Try it: The answer must be a single number: how many lines of the records below hold the word "stream".

Exercise inputs:

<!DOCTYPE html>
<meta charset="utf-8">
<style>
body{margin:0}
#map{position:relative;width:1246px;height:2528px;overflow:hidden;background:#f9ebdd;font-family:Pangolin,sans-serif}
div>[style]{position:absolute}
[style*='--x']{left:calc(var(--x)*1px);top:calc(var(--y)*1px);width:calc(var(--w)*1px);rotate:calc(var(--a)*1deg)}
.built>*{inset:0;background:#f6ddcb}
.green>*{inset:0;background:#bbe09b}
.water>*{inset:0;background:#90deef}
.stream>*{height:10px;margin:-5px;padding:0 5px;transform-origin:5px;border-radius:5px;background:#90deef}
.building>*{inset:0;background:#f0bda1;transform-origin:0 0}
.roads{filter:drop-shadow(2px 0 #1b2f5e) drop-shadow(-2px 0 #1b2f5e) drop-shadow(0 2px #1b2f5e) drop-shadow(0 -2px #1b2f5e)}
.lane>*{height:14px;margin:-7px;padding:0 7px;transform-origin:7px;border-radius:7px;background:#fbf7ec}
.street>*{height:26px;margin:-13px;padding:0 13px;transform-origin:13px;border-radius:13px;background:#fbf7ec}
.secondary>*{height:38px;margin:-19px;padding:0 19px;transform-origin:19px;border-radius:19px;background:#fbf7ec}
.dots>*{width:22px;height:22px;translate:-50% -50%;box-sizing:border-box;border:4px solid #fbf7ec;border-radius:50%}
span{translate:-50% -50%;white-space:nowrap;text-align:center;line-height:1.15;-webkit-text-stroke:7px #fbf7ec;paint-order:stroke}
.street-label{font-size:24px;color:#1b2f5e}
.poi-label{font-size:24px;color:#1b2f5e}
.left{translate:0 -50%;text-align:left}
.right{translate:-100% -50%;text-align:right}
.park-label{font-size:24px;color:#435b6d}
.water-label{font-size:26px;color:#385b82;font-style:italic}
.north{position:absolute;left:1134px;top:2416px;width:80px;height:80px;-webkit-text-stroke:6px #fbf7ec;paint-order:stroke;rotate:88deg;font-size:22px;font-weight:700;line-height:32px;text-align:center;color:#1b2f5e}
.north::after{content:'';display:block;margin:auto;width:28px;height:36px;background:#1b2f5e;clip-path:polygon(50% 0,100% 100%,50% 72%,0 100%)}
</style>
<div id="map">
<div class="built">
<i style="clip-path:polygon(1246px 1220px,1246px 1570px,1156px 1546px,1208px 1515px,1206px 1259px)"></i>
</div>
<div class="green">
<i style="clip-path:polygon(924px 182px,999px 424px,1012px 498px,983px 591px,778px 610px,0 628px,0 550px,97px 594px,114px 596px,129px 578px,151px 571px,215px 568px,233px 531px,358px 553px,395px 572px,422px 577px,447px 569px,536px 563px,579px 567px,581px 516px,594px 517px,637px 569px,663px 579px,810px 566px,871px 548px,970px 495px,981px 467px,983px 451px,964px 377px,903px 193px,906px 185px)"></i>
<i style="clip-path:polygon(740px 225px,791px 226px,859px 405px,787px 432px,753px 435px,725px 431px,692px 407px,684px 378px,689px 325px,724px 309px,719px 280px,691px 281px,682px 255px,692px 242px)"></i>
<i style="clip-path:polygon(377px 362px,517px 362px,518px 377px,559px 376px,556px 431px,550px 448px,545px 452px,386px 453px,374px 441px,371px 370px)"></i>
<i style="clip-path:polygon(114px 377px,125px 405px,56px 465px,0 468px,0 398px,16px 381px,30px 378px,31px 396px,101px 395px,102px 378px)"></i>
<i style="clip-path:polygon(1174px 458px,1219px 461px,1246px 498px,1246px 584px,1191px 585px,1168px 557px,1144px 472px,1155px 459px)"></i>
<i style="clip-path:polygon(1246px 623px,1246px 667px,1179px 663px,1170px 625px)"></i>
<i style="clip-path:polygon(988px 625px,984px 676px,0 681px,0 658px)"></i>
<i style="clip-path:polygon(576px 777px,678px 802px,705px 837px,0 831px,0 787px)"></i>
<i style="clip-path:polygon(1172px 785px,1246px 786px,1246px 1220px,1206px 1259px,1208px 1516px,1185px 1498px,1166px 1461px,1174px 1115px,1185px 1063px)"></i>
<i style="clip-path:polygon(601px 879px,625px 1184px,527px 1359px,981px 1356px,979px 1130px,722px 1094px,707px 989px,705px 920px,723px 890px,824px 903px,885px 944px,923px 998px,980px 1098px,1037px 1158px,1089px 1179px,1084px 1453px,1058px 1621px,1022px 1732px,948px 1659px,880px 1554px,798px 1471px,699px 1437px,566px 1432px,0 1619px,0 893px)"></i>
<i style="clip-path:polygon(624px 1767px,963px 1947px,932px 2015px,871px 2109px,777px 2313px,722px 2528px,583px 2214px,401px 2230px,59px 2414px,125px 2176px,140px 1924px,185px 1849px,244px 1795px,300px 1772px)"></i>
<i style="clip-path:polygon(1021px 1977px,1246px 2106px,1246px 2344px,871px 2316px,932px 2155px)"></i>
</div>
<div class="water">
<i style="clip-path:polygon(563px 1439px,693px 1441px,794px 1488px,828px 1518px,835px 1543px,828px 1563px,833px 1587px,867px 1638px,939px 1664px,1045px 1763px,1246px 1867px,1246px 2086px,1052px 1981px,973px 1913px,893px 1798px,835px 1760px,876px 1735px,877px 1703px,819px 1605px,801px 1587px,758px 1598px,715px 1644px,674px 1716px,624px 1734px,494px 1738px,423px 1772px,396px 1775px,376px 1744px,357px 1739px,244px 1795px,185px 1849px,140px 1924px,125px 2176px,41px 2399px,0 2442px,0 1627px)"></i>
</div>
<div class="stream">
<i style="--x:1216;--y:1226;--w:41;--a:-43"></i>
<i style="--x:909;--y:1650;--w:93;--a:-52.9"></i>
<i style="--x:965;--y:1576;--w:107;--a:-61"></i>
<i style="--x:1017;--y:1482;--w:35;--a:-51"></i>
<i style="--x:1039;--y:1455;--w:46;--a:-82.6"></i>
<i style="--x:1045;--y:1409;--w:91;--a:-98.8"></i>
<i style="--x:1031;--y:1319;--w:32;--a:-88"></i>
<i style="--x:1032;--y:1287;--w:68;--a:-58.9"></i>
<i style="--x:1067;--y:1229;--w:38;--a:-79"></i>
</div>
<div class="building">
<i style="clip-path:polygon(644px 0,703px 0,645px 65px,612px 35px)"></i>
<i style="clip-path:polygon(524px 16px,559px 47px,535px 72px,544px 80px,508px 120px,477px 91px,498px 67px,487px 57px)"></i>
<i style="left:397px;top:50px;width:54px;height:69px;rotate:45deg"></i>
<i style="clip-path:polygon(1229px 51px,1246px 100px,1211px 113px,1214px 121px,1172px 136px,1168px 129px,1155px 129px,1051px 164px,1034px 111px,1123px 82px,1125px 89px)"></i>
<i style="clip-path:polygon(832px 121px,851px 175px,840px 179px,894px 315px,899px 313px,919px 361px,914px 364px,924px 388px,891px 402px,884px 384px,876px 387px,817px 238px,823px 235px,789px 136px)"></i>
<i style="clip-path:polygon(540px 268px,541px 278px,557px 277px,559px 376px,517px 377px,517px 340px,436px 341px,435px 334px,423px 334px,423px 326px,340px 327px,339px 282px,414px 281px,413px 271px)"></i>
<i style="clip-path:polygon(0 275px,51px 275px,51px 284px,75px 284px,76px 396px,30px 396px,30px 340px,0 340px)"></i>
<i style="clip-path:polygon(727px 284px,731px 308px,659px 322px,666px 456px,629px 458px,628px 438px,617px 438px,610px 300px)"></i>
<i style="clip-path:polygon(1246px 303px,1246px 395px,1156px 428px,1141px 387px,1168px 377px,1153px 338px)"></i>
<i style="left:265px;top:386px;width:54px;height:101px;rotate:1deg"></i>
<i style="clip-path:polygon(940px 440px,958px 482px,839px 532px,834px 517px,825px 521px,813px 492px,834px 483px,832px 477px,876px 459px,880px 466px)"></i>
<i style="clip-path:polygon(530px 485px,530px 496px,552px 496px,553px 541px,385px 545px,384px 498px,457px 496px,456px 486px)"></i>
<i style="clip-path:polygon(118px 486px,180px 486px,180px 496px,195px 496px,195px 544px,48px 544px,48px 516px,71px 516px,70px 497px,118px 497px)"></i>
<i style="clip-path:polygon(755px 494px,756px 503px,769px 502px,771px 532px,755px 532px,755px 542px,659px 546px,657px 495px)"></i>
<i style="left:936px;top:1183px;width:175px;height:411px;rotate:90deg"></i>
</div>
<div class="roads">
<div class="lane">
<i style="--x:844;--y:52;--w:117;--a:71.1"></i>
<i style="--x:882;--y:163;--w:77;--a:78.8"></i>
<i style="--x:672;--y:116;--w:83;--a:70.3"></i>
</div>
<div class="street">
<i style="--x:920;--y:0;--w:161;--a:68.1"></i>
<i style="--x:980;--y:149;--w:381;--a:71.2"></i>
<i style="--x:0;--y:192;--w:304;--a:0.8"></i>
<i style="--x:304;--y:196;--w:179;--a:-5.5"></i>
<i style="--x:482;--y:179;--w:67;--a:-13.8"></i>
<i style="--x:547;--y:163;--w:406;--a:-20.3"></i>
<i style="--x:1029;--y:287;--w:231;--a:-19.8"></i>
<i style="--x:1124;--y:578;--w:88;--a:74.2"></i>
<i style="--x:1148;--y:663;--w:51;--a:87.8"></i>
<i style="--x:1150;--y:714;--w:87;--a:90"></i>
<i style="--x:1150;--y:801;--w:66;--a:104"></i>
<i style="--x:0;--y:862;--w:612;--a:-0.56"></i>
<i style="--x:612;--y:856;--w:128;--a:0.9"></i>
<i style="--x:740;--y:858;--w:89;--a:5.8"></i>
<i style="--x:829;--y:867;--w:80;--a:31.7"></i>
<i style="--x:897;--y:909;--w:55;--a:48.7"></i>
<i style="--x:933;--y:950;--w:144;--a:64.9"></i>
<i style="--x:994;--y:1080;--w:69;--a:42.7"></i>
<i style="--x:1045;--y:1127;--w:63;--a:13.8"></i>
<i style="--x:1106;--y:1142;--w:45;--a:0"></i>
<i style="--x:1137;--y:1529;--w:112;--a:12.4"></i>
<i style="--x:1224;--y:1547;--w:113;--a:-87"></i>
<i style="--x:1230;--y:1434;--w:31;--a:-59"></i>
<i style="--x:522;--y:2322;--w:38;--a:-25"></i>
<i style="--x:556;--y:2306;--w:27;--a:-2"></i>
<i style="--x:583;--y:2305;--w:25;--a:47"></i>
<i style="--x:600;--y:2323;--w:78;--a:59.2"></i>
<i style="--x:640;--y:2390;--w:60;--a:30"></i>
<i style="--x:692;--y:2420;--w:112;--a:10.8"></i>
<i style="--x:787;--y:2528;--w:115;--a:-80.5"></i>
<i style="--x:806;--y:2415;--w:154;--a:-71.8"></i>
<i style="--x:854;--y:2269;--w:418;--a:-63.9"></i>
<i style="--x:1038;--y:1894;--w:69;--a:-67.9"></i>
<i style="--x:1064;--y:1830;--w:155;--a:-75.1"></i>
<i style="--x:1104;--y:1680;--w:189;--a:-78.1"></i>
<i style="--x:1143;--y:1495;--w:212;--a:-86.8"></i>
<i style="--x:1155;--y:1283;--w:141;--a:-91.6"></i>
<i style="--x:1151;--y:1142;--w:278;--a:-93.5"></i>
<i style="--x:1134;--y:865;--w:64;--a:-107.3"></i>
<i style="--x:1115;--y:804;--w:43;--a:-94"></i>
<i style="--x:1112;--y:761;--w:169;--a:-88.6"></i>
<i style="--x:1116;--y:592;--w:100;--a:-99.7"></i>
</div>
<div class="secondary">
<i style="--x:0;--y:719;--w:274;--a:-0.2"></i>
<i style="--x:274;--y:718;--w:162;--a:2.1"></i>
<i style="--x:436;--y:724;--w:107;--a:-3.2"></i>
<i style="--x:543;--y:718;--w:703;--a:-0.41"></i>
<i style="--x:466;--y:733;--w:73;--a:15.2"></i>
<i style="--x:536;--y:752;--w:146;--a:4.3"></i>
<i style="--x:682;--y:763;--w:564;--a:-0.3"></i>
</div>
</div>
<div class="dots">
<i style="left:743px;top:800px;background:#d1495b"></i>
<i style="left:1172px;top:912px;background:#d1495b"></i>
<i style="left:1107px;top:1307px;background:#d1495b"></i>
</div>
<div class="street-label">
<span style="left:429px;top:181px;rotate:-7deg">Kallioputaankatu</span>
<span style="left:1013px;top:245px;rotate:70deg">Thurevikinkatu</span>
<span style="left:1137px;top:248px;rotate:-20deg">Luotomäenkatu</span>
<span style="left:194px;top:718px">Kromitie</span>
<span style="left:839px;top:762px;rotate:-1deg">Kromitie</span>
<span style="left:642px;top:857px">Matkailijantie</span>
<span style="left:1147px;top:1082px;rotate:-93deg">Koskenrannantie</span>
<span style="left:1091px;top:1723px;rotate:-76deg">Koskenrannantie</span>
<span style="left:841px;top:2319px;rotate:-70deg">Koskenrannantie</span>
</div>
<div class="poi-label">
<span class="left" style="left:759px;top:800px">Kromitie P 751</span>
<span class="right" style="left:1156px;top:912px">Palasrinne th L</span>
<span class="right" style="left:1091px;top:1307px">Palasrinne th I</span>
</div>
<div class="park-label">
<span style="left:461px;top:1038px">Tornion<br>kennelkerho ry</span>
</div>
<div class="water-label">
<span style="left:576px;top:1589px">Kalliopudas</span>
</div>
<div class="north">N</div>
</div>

Worked solution: 2